I posted a full list of muliple brands here: 
http://specktra.net/forum/showthread.php?p=445236

more info: http://www.crcweb.org/kosher/consume...r/productGuide.


----------



## mac_obsession (Apr 13, 2005)

Thanks for the info & post! Looks like Ill be putting some stuff away for a while :X


----------



## martygreene (Apr 13, 2005)

yep, me too.


----------



## FemmeNoir (Apr 14, 2005)

Hi,

Excuse my ignorance, but what does KL'P stand for? 

Thanks!


----------



## mac_obsession (Apr 14, 2005)

It stands for Kosher L'Pesach, means kosher for Passover..

Kosher is the Hebrew word meaning fit or proper, designating foods and other items whose ingredients and/or manufacturing procedures comply with strict Jewish dietary/sanitary laws and are produced under conditions of  Passover kashruth.  

The biggest offense Ive seen in public that violates this  is seeing someone order a cheeseburger in a Kosher Deli, or a Ham & cheese sandwich.  I actually saw someone be asked to leave a Devoutly Kosher Deli after asking for a cheeseburger. Most times it is just frowned upon. Milk and meat do not touch...If a kosher deli sells meats, there is no dairy product sold, if they sell dairy then no meats are sold...

Passover is the (high holy) 8 day observance commemorating the freedom & exodus of the Jewish slaves from Egypt during the reign of the Pharaoh Ramses II.


Hope that helps!


----------



## martygreene (Apr 14, 2005)

for more in-depth info on Kosher in regards to food and the kitchen, check out these two posts I made to my cooking journal:
http://www.livejournal.com/tools/mem...amp;filter=all


----------



## MAC_Whore (Apr 19, 2005)

codeedit


----------



## mspixieears (Apr 19, 2005)

I'm glad someone else was game to ask about that, as I wasn't...thanks for the explanation mac_obsession.
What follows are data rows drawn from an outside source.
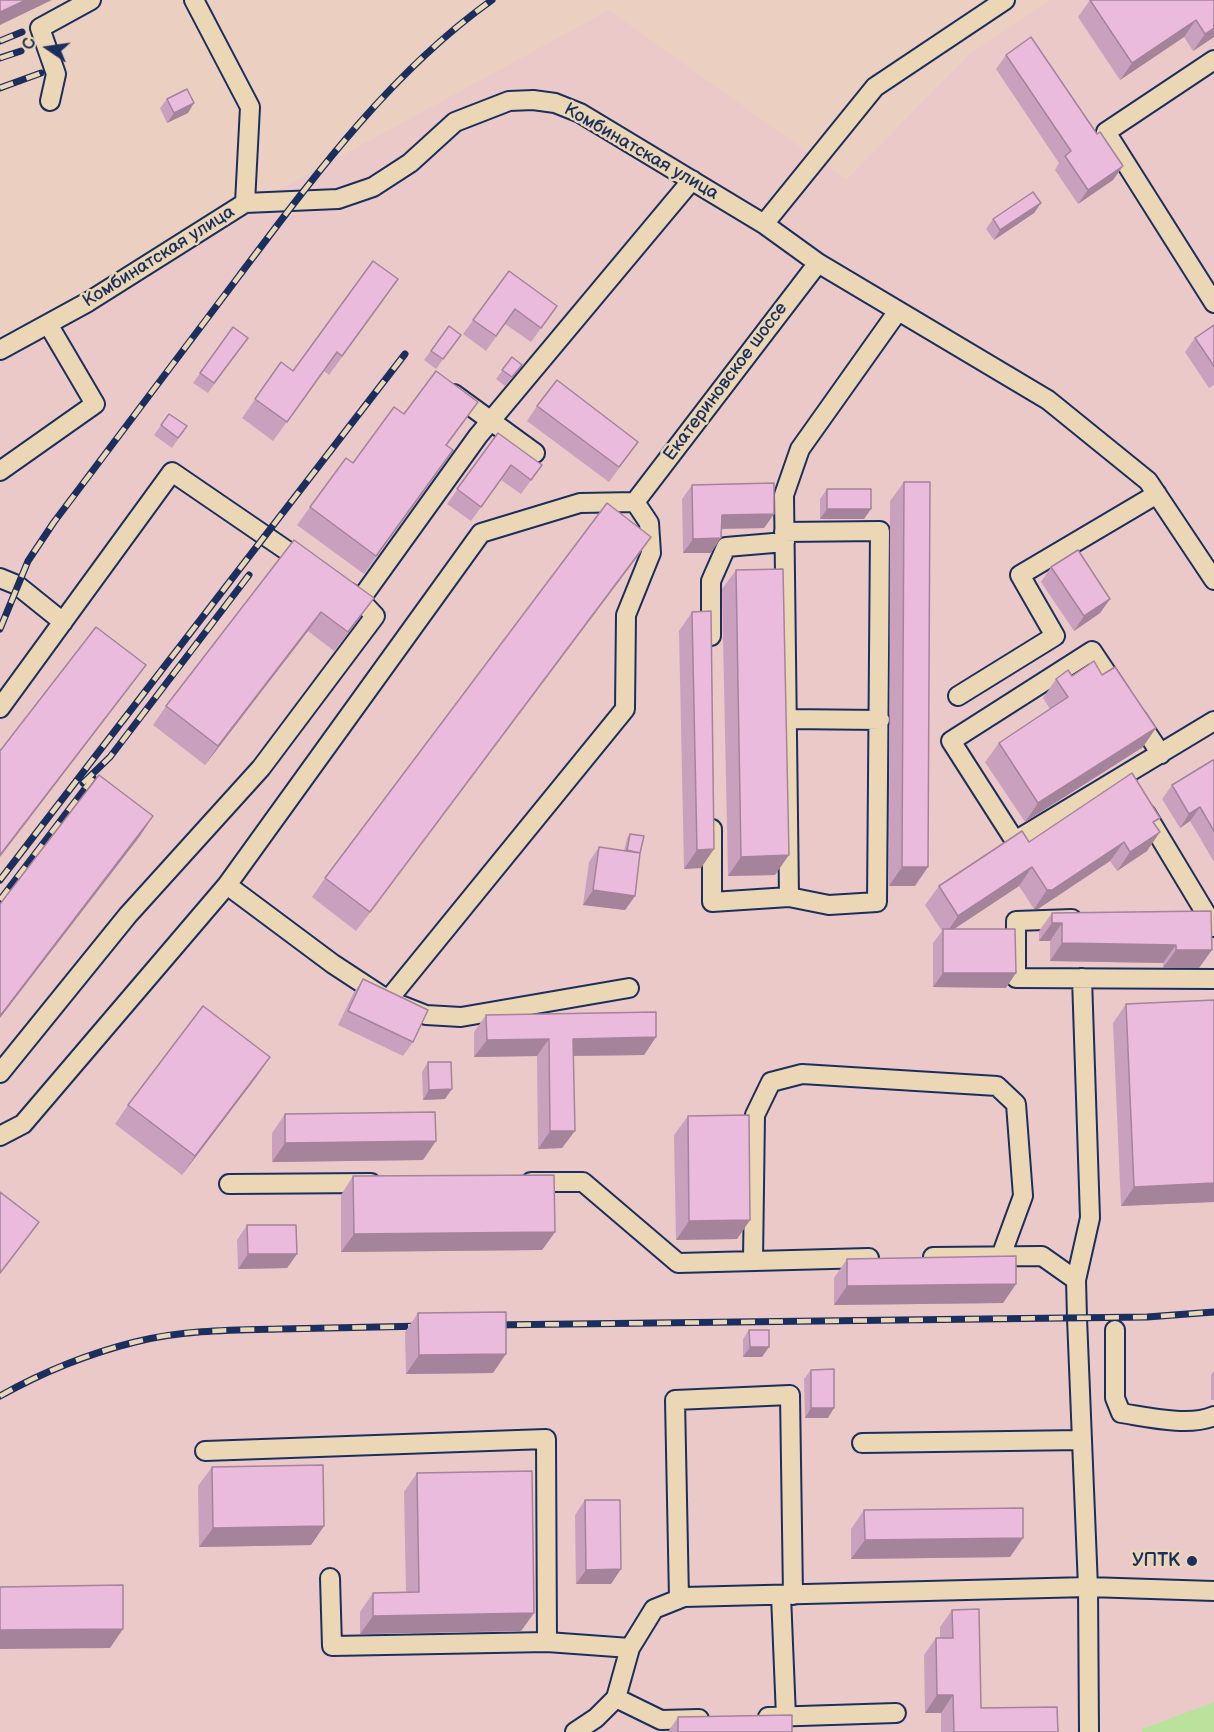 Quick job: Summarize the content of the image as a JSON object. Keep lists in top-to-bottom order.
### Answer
{
  "streets": {
    "street": ["Комбинатская улица", "Екатериновское шоссе"]
  },
  "crossings": [
    ["Комбинатская улица", "Екатериновское шоссе"]
  ],
  "places": ["УПТК"],
  "north": "left"
} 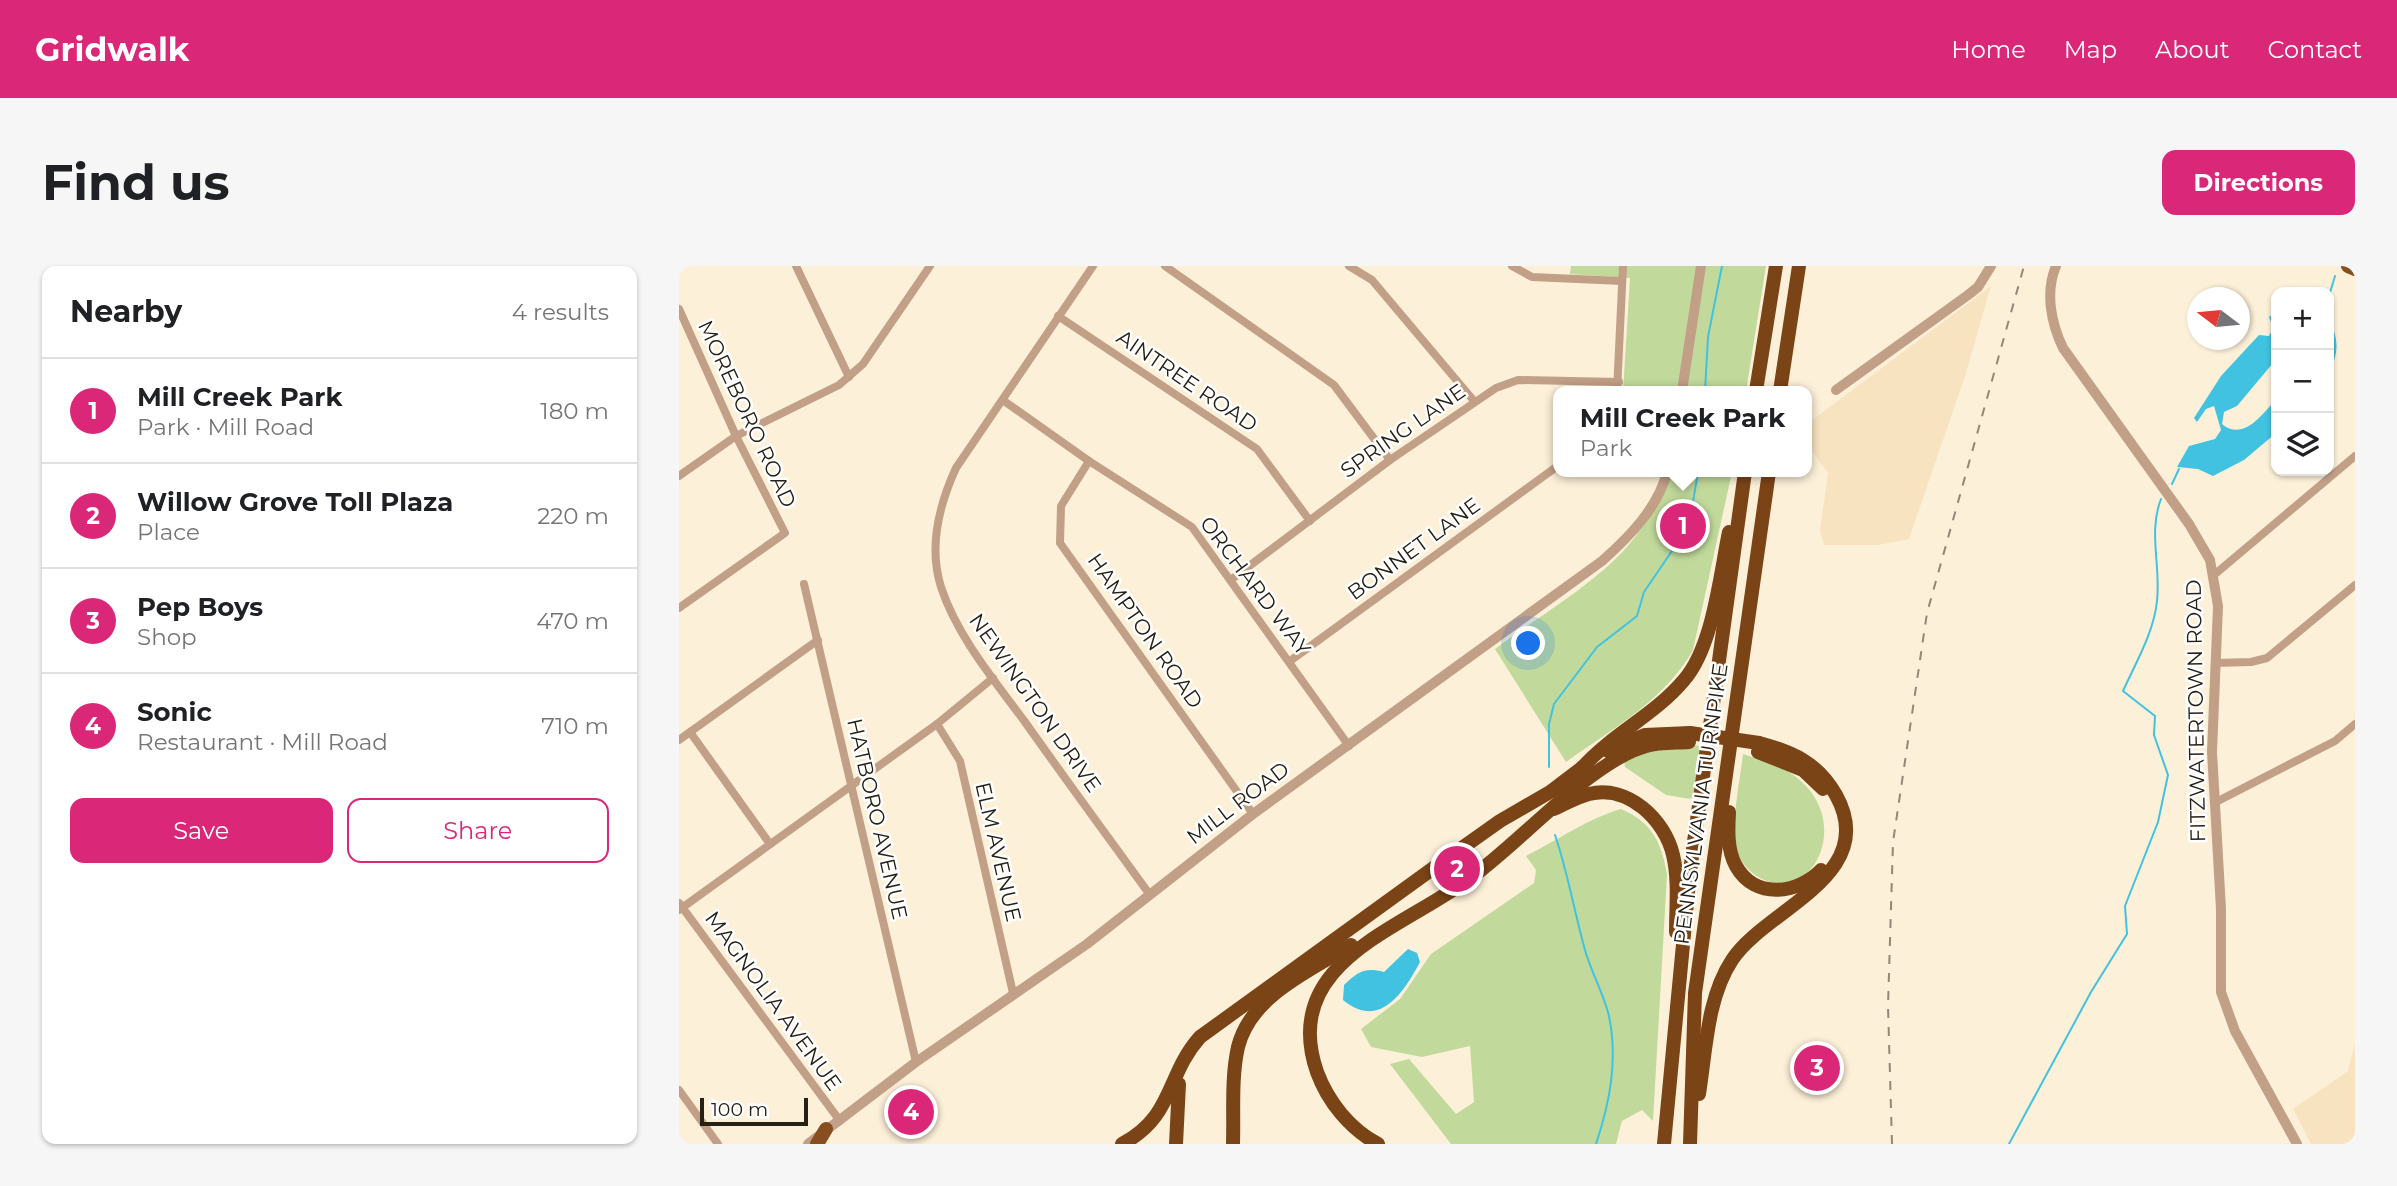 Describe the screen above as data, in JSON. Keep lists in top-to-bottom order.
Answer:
{
  "streets": {
    "highway": ["PENNSYLVANIA TURNPIKE"],
    "street": [
      "AINTREE ROAD",
      "MOREBORO ROAD",
      "SPRING LANE",
      "BONNET LANE",
      "ORCHARD WAY",
      "HAMPTON ROAD",
      "NEWINGTON DRIVE",
      "FITZWATERTOWN ROAD",
      "MILL ROAD",
      "HATBORO AVENUE",
      "ELM AVENUE",
      "MAGNOLIA AVENUE"
    ]
  },
  "crossings": [
    ["AINTREE ROAD", "SPRING LANE"],
    ["AINTREE ROAD", "NEWINGTON DRIVE"],
    ["SPRING LANE", "ORCHARD WAY"],
    ["BONNET LANE", "ORCHARD WAY"],
    ["ORCHARD WAY", "HAMPTON ROAD"],
    ["ORCHARD WAY", "NEWINGTON DRIVE"],
    ["ORCHARD WAY", "MILL ROAD"],
    ["HAMPTON ROAD", "MILL ROAD"],
    ["NEWINGTON DRIVE", "MILL ROAD"],
    ["MILL ROAD", "HATBORO AVENUE"],
    ["MILL ROAD", "ELM AVENUE"],
    ["MILL ROAD", "MAGNOLIA AVENUE"]
  ],
  "scale_bar": "100 m",
  "north": "left",
  "page": {
    "header": "Gridwalk",
    "nav": [
      "Home",
      "Map",
      "About",
      "Contact"
    ],
    "buttons": [
      "Directions",
      ["Save", "Share"]
    ],
    "title": "Find us",
    "heading": ["Nearby", "4 results"],
    "map_buttons": ["+", "−"],
    "list": [
      {
        "mark": "1",
        "name": "Mill Creek Park",
        "note": "Park · Mill Road",
        "value": "180 m"
      },
      {
        "mark": "2",
        "name": "Willow Grove Toll Plaza",
        "note": "Place",
        "value": "220 m"
      },
      {
        "mark": "3",
        "name": "Pep Boys",
        "note": "Shop",
        "value": "470 m"
      },
      {
        "mark": "4",
        "name": "Sonic",
        "note": "Restaurant · Mill Road",
        "value": "710 m"
      }
    ],
    "popup": ["Mill Creek Park", "Park"],
    "pins": [
      "1",
      "2",
      "3",
      "4"
    ],
    "scale": "100 m"
  }
}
Just another question related to the above - is this practice followed by all Jewish people, or is it one of those things that only the more orthodox people follow? Please don't be offended by my question - it is purely in the spirit of learning more about different belief systems. My significant other is Jewish but as far as I know, his family does not follow food restrictions that closely.

An example I can think of as a non-practising Roman Catholic (I was baptised, but am an atheist now), is my mother does not eat meat on the first Friday of the month, as well as on some days during Lent/Easter period but there is no consistency within the RC faith on this. Some do, some don't though many agree not to eat meat on Good Friday (day Jesus was supposedly crucified).


----------



## mac_obsession (Apr 19, 2005)

Quote:

   Originally Posted by *mspixieears* 
_I'm glad someone else was game to ask about that, as I wasn't...thanks for the explanation mac_obsession.

Just another question related to the above - is this practice followed by all Jewish people, or is it one of those things that only the more orthodox people follow? Please don't be offended by my question - it is purely in the spirit of learning more about different belief systems. My significant other is Jewish but as far as I know, his family does not follow food restrictions that closely._

 
You're welcome. Id rather have someone ask then be ignorant about it so its not offensive at all 
	

	
	
		
		

		
			




Well, almost any jew that is even remotely religious follows the passover "rules". No bread for 8 days, kosher everything...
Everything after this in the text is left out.